== Directions for this task ==
For each entry below, please return its exact wording and leave out any picture.

━━━━━━━━━━

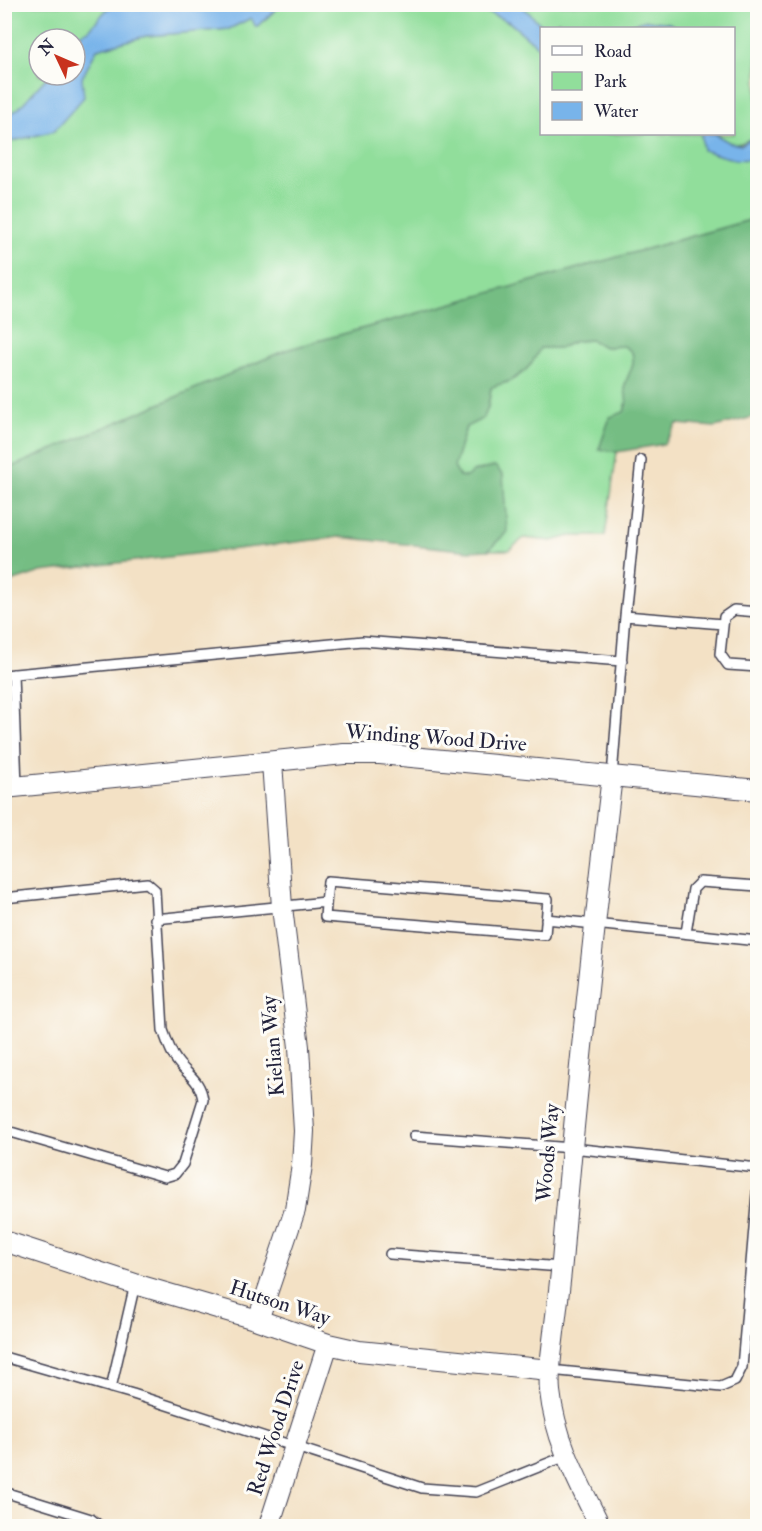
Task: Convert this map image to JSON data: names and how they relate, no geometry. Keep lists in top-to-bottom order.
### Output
{
  "streets": {
    "street": [
      "Winding Wood Drive",
      "Kielian Way",
      "Woods Way",
      "Hutson Way",
      "Red Wood Drive"
    ]
  },
  "crossings": [
    ["Winding Wood Drive", "Kielian Way"],
    ["Winding Wood Drive", "Woods Way"],
    ["Kielian Way", "Hutson Way"],
    ["Woods Way", "Hutson Way"],
    ["Hutson Way", "Red Wood Drive"]
  ],
  "legend": ["Road", "Park", "Water"],
  "north": "top left"
}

━━━━━━━━━━

== Your solution ==
Task: Convert this map image to JSON data: names and how they relate, no geometry. Keep lists in top-to-bottom order.
### Output
{
  "streets": {
    "street": [
      "Winding Wood Drive",
      "Kielian Way",
      "Woods Way",
      "Hutson Way",
      "Red Wood Drive"
    ]
  },
  "crossings": [
    ["Winding Wood Drive", "Kielian Way"],
    ["Winding Wood Drive", "Woods Way"],
    ["Kielian Way", "Hutson Way"],
    ["Woods Way", "Hutson Way"],
    ["Hutson Way", "Red Wood Drive"]
  ],
  "legend": ["Road", "Park", "Water"],
  "north": "top left"
}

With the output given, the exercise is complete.